02 dezembro 2012

Cabeças de peixes

Foi durante a minha infância. Família grande, páscoa. Íamos comer peixe. Eram muitos peixes. Vários tipos que vieram de diferentes tipos de água. Íamos comer peixe, carne vermelha já não se come na sexta-feira santa, porém era domingo de páscoa. Ainda assim, minha família não queria tirar a exclusividade da carne vermelha do Nosso Senhor Jesus Cristo, que morreu por nós, ofereceu a própria carne em sacrifício.
Minha mãe:
_ Faz um favor, meu filho. Joga esse saco fora, pra mãe!

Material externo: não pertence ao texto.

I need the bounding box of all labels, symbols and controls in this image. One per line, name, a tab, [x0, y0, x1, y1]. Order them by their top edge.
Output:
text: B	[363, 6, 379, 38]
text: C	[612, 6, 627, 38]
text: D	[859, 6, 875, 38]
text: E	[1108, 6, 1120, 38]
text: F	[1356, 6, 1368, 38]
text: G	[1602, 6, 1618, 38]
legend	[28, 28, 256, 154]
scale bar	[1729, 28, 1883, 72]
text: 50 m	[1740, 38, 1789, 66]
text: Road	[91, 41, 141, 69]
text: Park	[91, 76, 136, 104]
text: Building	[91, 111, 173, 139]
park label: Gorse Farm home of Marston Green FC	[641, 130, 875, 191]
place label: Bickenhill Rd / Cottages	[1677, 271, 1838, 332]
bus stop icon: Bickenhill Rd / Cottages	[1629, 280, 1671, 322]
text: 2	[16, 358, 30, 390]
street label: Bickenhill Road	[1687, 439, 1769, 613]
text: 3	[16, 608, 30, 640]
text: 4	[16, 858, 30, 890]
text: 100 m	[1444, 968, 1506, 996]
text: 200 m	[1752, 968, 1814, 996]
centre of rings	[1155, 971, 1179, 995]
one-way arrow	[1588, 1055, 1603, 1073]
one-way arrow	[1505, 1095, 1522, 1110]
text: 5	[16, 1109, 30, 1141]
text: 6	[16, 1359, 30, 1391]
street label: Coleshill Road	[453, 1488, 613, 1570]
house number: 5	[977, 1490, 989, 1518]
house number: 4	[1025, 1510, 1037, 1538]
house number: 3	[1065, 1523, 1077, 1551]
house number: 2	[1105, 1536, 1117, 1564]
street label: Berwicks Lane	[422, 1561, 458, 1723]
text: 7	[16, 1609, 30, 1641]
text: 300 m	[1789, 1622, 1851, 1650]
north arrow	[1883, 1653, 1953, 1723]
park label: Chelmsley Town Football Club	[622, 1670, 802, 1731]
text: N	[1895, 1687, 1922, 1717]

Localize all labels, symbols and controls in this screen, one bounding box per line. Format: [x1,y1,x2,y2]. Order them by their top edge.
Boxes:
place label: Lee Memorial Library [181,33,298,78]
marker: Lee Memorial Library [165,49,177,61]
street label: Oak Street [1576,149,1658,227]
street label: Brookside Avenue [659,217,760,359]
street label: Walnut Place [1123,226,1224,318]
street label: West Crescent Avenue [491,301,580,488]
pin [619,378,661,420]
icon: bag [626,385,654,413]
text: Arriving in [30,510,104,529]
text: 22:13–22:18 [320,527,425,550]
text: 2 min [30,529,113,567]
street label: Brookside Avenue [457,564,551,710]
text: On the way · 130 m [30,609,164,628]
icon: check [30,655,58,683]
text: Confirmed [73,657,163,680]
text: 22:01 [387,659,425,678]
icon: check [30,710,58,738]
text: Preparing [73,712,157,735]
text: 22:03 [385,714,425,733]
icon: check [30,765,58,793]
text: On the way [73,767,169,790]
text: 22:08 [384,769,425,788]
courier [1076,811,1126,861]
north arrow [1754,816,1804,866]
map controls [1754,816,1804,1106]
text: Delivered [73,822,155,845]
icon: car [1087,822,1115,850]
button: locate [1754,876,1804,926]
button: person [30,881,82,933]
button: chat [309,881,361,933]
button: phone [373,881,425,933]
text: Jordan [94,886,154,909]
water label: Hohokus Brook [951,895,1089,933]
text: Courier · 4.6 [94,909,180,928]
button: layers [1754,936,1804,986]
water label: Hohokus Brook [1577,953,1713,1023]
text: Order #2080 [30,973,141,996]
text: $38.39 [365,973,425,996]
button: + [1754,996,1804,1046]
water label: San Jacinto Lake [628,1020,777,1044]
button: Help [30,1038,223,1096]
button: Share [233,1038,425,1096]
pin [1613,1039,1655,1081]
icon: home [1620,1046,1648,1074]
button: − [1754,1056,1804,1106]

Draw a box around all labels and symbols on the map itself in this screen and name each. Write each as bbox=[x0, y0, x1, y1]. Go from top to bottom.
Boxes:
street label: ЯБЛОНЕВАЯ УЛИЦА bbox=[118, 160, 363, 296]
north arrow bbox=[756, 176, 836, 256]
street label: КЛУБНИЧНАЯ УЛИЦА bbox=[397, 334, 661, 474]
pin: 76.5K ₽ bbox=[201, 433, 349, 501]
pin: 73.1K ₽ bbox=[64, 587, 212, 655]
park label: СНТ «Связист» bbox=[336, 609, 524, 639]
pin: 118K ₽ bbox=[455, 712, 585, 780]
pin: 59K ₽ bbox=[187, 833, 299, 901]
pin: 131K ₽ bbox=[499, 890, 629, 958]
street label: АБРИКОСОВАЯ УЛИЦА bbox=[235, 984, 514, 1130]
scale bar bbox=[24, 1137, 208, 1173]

Minha mãe era carinhosa o tempo todo, até brigando. Uma mulher doce que adorava agradar a todos. Eu gostava de agradar a ela. Levei o saco para fora.
Sou curioso. Abri o saco. Cabeças de peixes. Nunca tinha parado para pensar. De fato não comíamos cabeças, de nenhum animal. Deixar a cabeça talvez dê um pouco de dignidade à vítima sacrificada. Eram muitas cabeças. Não consegui jogar fora.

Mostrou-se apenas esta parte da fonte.